The cold weather might be here now, but spring will be here before you know it. When it arrives, you'll want to get your septic system serviced. You might not realize this, but late spring is the best time of year to get your septic system serviced. The soil is warm, and the waste inside your tank isn't frozen. If your septic service has only included the occasional pumping of the tank, you're missing out on some important maintenance steps. When spring arrives, here are four important steps you should take to improve the health of your septic system.
Pump Both Tanks
You might not realize this, but your septic system actually includes two separate tanks. The first tank is where all the solid waste is stored.

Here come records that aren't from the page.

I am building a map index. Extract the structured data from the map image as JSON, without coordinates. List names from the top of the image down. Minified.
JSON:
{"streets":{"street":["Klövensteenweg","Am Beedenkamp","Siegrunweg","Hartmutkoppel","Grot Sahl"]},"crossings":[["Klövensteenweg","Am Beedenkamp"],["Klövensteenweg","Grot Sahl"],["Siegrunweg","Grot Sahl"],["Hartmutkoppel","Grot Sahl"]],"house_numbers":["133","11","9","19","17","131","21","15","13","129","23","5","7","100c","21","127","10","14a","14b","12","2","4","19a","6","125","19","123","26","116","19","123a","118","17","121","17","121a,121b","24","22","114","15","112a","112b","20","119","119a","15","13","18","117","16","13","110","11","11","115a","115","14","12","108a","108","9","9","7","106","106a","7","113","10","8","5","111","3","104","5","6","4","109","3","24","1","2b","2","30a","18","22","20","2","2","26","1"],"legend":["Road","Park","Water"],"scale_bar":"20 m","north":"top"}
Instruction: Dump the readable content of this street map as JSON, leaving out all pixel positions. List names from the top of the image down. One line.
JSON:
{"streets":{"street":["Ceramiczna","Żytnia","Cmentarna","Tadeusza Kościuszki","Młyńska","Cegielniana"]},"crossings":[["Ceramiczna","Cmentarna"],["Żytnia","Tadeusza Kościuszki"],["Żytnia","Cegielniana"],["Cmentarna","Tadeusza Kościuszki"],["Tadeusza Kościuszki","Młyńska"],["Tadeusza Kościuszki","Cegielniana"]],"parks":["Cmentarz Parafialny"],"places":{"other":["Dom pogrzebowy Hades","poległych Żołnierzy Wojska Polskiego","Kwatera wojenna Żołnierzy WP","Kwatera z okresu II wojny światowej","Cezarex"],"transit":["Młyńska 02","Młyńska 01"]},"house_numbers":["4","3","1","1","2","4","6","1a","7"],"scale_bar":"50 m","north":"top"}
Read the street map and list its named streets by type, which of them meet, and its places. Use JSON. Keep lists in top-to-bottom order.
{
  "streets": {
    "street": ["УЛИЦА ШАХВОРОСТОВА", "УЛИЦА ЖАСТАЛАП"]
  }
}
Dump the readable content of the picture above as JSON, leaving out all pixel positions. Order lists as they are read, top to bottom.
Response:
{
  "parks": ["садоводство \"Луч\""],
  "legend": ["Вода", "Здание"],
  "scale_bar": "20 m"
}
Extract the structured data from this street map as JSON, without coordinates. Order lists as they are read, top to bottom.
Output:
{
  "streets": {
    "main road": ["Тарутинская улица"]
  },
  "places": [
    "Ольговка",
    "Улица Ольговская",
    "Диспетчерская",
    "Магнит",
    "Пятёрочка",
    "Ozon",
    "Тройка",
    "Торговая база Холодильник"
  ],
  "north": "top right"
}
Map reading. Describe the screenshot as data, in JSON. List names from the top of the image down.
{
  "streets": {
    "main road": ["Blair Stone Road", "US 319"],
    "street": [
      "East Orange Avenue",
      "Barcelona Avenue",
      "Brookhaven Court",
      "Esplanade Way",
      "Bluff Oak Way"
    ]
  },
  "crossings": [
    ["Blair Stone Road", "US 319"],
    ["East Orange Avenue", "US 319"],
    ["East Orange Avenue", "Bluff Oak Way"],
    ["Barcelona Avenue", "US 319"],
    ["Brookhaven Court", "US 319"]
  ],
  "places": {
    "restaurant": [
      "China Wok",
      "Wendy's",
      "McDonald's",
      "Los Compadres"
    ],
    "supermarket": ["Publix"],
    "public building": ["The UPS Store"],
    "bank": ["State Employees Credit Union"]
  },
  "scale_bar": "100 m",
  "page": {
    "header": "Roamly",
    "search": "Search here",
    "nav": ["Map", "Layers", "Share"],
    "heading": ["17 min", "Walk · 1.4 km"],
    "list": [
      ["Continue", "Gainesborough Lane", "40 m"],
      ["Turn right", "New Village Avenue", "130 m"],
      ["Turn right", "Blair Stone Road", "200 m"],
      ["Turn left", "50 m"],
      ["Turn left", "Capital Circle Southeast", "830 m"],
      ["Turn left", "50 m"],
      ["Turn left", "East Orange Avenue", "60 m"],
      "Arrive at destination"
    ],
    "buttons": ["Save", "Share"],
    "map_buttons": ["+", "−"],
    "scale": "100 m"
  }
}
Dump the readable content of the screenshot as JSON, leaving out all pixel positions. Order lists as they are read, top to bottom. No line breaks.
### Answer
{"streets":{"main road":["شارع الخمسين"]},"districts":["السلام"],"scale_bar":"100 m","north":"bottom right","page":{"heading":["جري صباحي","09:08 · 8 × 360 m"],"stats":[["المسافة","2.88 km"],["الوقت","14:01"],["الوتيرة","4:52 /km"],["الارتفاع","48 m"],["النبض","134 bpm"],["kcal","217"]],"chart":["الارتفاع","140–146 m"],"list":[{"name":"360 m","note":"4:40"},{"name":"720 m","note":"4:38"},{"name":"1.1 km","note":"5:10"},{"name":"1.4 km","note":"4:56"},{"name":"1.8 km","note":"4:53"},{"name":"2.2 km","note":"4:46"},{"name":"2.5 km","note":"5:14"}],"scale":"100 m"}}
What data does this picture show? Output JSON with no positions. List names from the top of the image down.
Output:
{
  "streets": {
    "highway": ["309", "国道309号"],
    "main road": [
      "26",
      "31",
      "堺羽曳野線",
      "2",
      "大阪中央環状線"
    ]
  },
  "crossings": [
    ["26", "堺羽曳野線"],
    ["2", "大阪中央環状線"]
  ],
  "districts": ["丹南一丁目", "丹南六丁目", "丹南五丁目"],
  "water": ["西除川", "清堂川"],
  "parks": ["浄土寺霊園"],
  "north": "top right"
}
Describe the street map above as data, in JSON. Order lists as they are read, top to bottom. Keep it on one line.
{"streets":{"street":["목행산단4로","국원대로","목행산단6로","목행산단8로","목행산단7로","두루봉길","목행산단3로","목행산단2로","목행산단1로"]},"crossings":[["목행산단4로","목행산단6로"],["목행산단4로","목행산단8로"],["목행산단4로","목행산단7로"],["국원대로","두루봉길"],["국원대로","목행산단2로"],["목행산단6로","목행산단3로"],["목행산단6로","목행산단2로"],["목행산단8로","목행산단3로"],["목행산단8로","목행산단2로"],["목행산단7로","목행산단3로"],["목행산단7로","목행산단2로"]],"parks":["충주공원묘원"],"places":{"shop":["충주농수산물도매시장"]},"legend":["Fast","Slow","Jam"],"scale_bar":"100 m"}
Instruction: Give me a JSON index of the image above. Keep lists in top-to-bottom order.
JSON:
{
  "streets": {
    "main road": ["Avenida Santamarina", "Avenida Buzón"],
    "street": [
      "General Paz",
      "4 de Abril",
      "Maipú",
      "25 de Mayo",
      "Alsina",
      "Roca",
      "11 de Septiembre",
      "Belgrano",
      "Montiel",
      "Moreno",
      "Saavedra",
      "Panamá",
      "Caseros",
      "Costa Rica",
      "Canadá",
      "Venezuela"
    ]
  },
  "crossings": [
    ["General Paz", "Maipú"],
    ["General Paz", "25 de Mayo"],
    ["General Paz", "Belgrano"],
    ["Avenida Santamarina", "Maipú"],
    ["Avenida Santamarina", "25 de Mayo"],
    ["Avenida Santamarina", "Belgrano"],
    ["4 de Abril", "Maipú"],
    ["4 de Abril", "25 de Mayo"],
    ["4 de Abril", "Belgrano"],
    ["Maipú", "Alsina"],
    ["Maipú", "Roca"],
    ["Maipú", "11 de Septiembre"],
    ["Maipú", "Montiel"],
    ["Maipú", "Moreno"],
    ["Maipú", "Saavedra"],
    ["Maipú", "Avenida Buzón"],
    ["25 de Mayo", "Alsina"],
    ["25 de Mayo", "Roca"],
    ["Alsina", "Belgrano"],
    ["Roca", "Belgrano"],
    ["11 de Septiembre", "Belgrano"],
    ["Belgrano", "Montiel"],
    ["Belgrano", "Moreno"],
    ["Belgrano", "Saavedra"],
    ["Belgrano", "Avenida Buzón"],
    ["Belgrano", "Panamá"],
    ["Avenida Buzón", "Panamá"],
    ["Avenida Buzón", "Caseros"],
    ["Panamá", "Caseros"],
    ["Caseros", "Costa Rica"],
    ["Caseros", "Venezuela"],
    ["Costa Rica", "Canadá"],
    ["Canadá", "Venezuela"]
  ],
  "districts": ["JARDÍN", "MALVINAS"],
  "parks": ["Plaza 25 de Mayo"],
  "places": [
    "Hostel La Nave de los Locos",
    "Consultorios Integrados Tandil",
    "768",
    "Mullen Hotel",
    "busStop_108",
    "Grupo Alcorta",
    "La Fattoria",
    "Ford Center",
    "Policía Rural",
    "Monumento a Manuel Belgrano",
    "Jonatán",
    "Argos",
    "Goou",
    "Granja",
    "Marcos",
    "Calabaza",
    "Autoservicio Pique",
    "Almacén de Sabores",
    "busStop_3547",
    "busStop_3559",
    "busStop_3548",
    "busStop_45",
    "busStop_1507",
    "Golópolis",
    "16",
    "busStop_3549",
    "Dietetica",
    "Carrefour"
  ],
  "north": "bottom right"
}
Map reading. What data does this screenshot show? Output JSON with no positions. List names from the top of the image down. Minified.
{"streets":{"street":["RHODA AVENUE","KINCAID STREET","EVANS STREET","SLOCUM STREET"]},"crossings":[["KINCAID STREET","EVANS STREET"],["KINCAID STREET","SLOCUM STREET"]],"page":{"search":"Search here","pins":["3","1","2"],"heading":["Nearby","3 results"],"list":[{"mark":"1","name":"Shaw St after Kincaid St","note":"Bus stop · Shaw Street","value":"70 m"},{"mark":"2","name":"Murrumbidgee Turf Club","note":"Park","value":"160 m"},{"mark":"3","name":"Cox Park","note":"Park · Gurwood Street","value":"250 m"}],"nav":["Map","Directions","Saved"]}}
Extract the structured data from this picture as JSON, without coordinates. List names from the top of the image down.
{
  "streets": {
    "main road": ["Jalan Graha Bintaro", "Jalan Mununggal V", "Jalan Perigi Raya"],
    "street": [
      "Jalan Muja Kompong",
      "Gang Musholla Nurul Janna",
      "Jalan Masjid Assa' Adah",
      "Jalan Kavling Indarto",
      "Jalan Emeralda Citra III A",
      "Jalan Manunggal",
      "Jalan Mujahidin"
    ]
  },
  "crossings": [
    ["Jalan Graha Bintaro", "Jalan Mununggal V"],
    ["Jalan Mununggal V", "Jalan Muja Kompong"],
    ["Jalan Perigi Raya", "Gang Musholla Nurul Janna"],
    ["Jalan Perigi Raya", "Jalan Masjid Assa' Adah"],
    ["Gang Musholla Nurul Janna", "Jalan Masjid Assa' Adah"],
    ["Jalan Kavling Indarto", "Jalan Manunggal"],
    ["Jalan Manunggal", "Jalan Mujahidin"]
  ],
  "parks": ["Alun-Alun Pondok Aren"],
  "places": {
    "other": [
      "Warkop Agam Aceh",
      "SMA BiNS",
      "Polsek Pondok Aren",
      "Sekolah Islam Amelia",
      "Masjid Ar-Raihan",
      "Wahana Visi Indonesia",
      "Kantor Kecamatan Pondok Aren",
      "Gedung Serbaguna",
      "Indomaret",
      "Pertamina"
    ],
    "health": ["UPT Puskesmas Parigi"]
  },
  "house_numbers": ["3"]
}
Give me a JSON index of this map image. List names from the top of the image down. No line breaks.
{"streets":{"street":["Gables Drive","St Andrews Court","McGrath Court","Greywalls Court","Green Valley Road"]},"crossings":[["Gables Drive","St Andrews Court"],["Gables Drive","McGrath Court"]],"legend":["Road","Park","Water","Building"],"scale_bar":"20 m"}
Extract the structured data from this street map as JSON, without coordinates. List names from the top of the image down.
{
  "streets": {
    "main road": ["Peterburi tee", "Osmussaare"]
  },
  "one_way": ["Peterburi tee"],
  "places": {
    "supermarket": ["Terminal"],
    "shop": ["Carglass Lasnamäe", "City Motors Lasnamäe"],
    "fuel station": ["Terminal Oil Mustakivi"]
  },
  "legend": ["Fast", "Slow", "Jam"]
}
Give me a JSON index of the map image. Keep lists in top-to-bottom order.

The second tank, or holding tank, is where all the liquids reside while they're being filtered through to the seepage pit. It's a good idea to have both tanks pumped out in the spring. This will ensure that both tanks are empty and ready to work properly. This step is particularly important if you've had some heavy rains during the year. Rain water can inundate your septic tanks and lead to premature filling.
Change the Filter
If you didn't know you that your septic system had a filter, it probably hasn't been changed in a while. When the septic company comes out to pump your septic tanks this spring, be sure to have them replace the filter. A dirty, clogged filter can interfere with the proper processing of waste water and can lead to clogs. It's a good idea to have the filter inspected each time you have your septic tank pumped.
Inspect the Seepage Pit
If it's been a while since you had the seepage pit inspected, it's a good idea to have that done this spring. Soil saturation, greasy buildup, and soil compaction can destroy your seepage pit. An inspection will help identify problems that will need to be addressed.
Install a Second Pit
If your septic system gets a good workout, your seepage pit can have a hard time keeping up with the waste water. Talk to your septic company about having a second seepage pit installed in your yard. Piggy-backing a second seepage pit to your primary pit, and then installing a switch valve, will allow you to rotate the use of your seepage pits and prevent over-saturation and collapse. Your septic company can take care of the installation for you.